→ **Task**
In the entries that follow, find the line containing "display:flex; justify-content:space-between; align-items:center;"; from there, copy every line exactly through the line containing "display:grid; grid-template-columns:32px 1fr".

→ **Collected data entries**

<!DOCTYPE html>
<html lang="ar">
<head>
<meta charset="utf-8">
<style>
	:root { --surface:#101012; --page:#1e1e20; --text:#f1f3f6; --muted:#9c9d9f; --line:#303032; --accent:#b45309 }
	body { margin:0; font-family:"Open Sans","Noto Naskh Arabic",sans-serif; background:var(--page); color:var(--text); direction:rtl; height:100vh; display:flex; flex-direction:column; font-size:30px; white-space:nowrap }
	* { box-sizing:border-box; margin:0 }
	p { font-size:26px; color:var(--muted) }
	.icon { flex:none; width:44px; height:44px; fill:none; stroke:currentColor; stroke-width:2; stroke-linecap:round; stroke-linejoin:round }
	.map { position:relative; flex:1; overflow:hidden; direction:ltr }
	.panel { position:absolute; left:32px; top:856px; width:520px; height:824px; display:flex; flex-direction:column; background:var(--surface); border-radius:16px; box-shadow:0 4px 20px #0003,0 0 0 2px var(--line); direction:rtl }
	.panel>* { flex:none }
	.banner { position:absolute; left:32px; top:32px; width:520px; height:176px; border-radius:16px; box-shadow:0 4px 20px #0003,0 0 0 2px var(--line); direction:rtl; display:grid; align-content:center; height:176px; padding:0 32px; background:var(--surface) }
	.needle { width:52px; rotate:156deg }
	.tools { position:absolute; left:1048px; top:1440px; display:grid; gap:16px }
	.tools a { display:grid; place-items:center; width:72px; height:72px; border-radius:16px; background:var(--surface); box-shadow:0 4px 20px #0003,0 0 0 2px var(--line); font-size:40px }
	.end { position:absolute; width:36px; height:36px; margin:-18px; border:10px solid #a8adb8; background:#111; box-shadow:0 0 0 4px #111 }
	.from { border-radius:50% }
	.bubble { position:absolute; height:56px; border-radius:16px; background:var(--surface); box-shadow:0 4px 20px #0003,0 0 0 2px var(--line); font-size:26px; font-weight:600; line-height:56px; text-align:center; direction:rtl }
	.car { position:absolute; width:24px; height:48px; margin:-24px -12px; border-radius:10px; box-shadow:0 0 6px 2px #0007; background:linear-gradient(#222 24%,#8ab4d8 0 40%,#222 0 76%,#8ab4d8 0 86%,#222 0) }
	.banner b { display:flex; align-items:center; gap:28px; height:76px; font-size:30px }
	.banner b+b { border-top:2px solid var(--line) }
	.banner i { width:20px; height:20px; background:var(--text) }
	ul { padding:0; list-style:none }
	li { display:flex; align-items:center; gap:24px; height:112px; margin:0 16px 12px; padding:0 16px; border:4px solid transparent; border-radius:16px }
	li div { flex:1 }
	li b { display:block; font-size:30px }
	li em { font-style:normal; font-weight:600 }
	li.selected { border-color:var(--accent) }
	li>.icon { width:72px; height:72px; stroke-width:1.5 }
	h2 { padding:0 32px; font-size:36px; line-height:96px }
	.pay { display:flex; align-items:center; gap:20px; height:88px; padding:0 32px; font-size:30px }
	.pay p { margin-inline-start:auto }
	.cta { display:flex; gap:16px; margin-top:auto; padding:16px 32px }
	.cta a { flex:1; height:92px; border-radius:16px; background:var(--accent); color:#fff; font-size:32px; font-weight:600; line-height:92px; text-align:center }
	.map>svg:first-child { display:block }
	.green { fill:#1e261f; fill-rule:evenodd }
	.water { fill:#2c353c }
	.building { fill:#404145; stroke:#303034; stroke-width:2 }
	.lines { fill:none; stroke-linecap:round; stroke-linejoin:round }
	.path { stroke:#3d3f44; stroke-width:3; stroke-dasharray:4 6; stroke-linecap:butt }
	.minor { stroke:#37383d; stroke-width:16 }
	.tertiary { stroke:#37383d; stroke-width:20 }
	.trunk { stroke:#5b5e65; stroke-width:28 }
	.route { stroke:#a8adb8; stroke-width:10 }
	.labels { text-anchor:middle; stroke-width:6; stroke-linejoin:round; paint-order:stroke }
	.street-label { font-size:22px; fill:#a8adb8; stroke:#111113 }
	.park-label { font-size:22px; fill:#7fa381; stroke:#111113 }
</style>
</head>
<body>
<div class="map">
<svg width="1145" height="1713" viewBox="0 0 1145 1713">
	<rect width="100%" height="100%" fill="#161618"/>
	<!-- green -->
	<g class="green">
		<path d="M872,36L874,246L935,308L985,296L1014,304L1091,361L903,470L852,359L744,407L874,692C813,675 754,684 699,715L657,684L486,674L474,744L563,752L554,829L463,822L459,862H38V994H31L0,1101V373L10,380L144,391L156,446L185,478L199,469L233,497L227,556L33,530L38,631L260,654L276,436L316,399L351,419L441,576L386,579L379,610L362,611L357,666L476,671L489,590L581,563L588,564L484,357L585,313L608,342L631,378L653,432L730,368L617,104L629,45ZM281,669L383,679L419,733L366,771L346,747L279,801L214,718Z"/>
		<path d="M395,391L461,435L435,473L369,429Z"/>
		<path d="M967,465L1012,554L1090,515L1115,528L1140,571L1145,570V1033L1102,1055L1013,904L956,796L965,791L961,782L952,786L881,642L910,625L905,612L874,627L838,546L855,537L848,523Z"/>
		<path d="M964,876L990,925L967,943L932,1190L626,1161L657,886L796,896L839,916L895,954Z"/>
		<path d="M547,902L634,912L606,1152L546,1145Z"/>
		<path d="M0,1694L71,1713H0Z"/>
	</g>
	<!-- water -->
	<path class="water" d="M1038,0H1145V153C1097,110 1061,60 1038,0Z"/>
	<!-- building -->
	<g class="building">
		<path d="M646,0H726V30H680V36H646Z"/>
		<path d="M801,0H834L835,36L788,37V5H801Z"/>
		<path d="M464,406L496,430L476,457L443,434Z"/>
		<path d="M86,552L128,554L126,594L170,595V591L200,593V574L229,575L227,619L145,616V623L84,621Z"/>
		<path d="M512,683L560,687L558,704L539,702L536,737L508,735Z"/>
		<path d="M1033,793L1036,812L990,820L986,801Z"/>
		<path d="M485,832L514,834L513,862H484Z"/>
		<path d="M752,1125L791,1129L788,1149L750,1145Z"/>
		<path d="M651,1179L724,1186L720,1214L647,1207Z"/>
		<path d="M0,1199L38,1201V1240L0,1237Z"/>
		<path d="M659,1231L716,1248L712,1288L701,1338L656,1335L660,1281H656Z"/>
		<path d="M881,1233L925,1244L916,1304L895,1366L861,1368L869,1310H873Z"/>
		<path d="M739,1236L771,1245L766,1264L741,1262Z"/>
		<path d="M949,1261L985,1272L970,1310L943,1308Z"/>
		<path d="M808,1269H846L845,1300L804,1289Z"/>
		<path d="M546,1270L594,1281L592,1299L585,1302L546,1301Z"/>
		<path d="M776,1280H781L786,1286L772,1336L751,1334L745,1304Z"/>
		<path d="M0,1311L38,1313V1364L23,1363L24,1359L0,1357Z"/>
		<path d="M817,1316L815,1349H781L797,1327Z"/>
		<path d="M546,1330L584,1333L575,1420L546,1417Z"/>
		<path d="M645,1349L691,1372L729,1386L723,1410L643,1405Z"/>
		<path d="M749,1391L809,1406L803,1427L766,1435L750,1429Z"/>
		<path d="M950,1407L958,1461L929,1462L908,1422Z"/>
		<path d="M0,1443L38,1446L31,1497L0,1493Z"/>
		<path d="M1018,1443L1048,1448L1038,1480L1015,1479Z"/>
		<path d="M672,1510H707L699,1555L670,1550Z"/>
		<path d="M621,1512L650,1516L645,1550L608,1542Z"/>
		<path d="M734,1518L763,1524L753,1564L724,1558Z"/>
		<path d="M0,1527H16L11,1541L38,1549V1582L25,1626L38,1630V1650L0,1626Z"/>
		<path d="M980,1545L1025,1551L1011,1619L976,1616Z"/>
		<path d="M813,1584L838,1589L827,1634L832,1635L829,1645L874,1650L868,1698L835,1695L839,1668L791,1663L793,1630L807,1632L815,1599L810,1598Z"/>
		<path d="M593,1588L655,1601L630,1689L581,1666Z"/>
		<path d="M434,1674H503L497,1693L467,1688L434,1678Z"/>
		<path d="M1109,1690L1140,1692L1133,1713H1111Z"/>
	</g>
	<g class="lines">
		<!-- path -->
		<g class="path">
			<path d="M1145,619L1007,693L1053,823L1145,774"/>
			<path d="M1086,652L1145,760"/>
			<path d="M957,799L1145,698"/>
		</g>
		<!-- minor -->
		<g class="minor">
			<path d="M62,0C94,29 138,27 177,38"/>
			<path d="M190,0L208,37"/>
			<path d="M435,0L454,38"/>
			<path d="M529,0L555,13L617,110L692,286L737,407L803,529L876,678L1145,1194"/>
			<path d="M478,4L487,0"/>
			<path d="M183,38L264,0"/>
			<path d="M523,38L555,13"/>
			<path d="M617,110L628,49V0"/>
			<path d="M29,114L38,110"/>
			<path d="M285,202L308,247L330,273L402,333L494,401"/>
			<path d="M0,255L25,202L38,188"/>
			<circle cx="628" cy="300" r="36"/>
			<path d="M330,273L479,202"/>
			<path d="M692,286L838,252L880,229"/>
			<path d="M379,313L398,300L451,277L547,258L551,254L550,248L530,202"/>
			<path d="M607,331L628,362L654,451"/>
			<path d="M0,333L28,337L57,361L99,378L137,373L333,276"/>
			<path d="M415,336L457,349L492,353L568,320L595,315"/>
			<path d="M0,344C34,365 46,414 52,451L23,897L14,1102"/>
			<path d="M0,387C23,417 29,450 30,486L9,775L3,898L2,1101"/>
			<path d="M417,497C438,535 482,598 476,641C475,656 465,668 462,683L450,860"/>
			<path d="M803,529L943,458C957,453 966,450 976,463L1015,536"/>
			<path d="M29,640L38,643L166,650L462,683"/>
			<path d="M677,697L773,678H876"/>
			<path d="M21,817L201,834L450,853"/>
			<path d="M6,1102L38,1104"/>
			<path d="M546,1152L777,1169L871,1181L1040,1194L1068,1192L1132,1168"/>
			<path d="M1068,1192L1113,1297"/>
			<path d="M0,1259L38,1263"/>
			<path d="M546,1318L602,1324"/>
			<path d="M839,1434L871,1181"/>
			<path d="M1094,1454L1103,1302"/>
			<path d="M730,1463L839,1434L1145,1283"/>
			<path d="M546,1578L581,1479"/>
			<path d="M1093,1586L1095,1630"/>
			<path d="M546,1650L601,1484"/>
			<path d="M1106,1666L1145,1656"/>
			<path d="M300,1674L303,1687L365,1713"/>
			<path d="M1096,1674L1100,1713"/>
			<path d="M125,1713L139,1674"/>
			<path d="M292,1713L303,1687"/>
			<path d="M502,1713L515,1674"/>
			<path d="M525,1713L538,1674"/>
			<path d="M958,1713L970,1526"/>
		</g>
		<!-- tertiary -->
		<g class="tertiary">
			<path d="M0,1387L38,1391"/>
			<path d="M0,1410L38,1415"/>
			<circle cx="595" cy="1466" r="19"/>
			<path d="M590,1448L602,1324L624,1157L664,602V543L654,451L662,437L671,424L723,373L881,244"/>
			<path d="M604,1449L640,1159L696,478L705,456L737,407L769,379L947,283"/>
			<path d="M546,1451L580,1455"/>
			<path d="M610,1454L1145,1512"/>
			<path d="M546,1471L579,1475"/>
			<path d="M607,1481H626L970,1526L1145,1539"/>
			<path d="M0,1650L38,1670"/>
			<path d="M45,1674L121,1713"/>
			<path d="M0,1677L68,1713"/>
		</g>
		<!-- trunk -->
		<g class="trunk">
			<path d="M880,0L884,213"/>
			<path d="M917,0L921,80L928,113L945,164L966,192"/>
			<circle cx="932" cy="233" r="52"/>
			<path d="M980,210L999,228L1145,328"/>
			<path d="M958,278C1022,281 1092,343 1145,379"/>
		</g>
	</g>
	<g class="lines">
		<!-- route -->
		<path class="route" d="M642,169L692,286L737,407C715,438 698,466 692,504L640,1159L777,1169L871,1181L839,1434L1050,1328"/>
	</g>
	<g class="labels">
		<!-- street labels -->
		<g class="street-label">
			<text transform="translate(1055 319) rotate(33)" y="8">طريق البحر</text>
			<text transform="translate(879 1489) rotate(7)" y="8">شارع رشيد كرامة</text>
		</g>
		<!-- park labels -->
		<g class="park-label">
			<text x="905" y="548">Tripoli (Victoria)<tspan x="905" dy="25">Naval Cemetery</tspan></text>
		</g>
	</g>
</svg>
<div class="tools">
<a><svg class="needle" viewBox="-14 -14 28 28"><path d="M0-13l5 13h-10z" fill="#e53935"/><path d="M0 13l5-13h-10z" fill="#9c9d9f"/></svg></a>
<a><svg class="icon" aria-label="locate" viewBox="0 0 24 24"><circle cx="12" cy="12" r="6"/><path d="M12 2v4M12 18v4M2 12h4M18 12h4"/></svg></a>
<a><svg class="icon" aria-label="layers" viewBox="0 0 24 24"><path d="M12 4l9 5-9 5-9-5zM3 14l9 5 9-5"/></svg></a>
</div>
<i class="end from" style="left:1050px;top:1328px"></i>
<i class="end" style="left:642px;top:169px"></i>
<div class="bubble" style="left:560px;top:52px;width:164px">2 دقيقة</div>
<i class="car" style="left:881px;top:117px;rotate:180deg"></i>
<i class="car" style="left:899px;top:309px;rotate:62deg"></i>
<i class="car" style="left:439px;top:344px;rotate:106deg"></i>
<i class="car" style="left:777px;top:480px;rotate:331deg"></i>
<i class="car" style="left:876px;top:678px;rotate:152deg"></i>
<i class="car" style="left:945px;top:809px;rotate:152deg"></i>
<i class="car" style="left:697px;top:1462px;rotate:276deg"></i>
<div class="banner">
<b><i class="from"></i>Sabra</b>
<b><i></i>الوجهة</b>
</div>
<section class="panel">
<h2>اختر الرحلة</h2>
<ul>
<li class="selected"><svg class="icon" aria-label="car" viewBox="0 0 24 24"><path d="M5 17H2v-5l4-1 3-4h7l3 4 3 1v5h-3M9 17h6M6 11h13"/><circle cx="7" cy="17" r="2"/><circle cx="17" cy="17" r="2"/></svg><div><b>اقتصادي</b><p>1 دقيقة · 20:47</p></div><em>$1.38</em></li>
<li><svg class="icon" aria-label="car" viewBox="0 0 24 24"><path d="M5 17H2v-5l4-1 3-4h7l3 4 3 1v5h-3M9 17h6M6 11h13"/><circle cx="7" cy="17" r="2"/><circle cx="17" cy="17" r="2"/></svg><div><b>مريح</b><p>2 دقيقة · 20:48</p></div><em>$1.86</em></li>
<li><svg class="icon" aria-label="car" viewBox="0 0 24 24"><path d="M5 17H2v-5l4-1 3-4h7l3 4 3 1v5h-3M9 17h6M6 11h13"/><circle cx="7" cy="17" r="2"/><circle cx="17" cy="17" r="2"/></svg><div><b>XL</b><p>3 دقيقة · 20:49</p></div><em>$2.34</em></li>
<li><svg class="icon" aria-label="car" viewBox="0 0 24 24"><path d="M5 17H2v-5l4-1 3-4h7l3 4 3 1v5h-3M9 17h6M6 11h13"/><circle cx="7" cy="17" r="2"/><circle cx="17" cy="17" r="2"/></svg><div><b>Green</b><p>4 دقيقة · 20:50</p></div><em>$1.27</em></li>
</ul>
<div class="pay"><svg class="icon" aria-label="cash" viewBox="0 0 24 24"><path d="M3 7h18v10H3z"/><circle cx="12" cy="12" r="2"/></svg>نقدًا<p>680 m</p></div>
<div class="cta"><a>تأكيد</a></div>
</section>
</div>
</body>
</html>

...

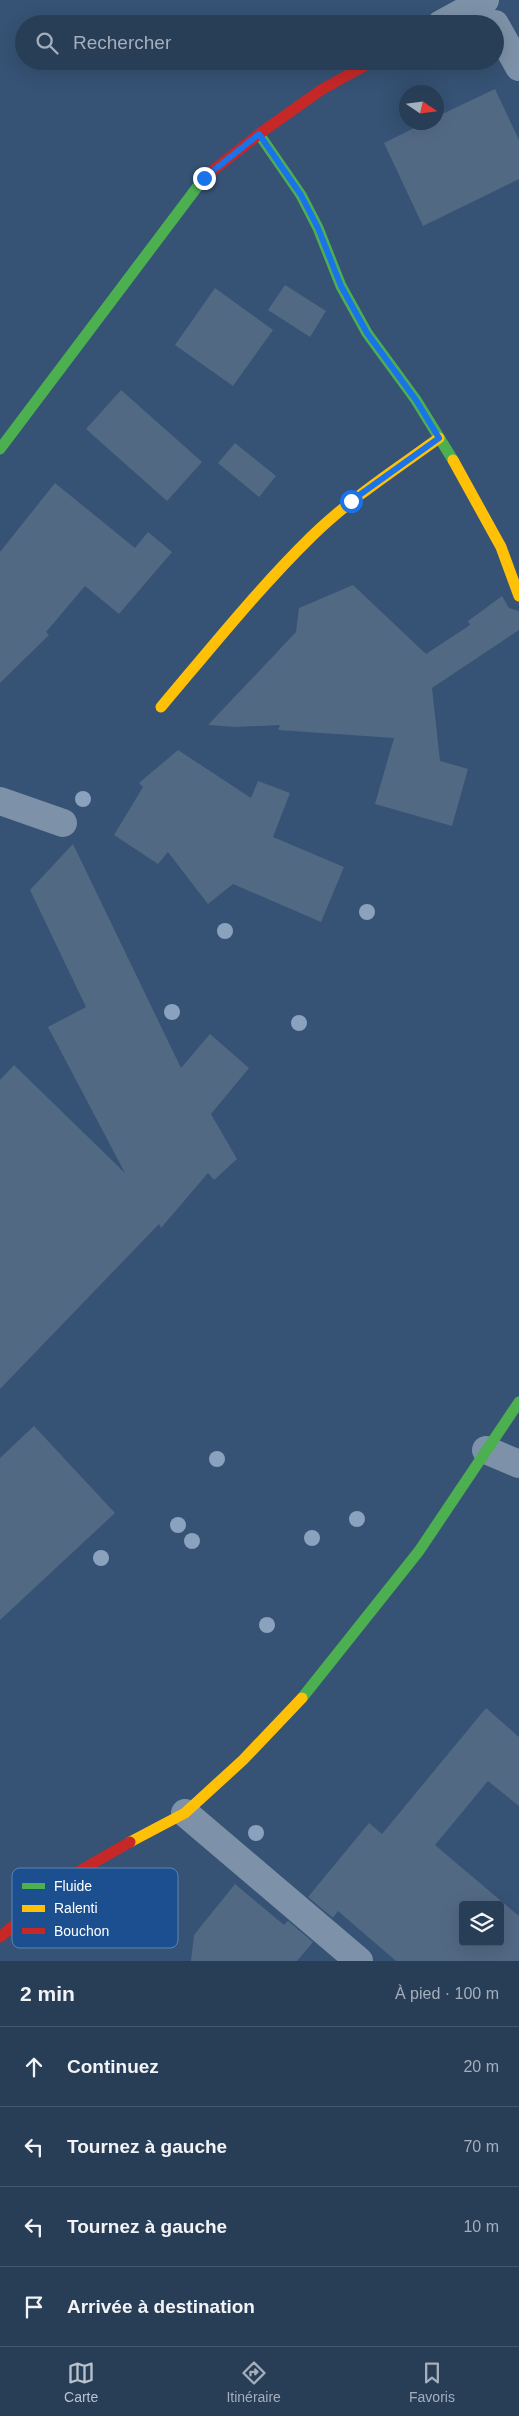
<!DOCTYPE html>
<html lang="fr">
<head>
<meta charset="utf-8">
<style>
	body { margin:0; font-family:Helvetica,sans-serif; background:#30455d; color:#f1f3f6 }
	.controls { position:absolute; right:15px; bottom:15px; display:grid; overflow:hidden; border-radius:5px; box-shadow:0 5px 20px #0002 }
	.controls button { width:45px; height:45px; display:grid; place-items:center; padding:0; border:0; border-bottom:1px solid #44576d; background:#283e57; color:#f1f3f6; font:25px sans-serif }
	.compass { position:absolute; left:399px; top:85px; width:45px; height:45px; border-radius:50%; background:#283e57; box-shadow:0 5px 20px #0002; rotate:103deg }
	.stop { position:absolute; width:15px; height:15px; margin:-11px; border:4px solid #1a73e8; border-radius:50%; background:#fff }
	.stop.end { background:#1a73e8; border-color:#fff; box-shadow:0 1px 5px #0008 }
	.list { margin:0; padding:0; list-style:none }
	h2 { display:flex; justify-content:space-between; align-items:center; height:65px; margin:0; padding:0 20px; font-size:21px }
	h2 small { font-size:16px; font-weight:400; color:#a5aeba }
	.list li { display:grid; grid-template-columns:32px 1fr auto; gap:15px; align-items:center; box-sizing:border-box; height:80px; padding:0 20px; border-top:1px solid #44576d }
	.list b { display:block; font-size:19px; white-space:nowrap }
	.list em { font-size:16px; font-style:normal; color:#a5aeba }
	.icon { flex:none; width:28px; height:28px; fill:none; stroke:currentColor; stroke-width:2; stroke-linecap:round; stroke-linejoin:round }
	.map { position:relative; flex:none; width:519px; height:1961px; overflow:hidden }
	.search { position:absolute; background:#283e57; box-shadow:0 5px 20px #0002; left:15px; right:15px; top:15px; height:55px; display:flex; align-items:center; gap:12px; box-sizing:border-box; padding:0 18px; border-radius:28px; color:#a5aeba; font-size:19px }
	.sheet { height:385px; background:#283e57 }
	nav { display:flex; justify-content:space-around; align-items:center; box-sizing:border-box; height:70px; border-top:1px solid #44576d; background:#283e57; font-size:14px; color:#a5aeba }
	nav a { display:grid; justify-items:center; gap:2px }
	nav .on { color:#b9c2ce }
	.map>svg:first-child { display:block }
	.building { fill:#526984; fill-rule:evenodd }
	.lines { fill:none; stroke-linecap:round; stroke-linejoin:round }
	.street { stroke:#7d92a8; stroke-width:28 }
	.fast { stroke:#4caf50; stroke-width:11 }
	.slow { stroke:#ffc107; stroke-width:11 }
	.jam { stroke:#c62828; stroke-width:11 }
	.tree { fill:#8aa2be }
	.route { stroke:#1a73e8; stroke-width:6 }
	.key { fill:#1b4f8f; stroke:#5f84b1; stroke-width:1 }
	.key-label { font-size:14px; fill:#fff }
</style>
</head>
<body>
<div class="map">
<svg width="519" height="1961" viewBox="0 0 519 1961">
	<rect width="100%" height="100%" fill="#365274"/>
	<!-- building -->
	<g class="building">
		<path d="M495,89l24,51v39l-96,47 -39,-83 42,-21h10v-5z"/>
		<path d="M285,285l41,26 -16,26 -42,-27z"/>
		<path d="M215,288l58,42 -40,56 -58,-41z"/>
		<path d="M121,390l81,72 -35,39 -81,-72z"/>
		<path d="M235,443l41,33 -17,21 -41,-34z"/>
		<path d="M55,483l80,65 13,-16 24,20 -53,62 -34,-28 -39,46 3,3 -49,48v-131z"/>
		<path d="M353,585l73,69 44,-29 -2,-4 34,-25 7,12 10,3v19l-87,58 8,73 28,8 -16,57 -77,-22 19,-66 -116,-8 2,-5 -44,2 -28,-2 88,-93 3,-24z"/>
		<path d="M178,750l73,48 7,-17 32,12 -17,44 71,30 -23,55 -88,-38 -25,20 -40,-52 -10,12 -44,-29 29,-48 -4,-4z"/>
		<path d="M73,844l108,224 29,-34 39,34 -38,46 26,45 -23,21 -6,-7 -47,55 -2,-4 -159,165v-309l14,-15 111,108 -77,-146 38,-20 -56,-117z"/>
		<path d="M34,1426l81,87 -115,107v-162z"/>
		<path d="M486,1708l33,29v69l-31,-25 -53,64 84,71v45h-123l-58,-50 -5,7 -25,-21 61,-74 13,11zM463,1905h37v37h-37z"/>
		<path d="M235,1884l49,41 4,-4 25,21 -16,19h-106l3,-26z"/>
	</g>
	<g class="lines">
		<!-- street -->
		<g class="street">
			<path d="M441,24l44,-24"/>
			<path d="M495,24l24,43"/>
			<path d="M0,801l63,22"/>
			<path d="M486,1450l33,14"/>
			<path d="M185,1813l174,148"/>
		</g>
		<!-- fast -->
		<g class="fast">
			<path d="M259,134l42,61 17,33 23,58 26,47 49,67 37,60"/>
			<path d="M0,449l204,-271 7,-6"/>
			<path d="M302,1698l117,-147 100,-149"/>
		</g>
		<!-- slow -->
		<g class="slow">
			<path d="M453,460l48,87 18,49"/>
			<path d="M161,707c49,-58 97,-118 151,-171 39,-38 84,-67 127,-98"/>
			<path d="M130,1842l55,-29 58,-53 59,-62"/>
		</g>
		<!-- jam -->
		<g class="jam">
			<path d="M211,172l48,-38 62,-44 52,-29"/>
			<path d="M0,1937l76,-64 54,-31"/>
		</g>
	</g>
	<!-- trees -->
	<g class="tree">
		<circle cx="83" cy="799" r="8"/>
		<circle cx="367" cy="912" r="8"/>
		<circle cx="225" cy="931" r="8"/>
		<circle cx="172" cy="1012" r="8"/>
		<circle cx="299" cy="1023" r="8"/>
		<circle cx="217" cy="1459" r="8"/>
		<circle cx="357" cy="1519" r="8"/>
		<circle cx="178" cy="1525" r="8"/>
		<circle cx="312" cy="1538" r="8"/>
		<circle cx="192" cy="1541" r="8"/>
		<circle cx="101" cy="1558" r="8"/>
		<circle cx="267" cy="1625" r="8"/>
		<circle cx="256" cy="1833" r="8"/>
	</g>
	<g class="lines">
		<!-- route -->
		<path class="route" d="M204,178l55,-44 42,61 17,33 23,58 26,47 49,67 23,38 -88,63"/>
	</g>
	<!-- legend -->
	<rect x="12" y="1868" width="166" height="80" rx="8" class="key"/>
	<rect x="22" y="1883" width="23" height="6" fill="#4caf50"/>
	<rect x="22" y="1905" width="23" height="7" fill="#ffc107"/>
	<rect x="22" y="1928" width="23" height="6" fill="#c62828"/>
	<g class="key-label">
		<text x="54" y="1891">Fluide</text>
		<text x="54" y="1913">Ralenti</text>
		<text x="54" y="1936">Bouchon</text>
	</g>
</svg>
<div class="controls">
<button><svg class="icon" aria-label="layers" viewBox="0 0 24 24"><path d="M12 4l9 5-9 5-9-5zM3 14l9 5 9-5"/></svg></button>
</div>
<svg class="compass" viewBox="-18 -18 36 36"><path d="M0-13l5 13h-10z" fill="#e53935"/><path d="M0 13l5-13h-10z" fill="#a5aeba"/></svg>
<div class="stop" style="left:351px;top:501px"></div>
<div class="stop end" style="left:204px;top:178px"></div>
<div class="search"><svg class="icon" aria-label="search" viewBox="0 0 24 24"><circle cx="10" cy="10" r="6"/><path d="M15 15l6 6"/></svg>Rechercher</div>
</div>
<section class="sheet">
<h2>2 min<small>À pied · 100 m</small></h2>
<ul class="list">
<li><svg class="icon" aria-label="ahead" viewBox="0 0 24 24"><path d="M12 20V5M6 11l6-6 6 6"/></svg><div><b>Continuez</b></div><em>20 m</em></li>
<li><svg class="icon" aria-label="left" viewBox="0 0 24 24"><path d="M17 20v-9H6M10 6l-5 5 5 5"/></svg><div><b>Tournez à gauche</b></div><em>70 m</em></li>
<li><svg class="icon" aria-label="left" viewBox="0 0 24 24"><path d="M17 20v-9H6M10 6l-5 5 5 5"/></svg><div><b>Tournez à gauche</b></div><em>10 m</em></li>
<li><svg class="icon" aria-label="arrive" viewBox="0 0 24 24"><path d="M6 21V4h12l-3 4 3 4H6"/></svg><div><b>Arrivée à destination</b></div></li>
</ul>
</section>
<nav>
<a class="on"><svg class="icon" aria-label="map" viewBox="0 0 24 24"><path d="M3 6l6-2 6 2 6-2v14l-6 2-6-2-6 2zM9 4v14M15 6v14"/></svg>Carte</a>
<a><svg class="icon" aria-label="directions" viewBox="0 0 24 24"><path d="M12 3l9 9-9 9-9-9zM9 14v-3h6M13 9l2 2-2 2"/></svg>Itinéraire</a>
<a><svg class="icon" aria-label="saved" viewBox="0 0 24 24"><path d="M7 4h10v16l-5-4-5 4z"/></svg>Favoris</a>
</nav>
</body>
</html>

→ **Answer for this exercise**
	h2 { display:flex; justify-content:space-between; align-items:center; height:65px; margin:0; padding:0 20px; font-size:21px }
	h2 small { font-size:16px; font-weight:400; color:#a5aeba }
	.list li { display:grid; grid-template-columns:32px 1fr auto; gap:15px; align-items:center; box-sizing:border-box; height:80px; padding:0 20px; border-top:1px solid #44576d }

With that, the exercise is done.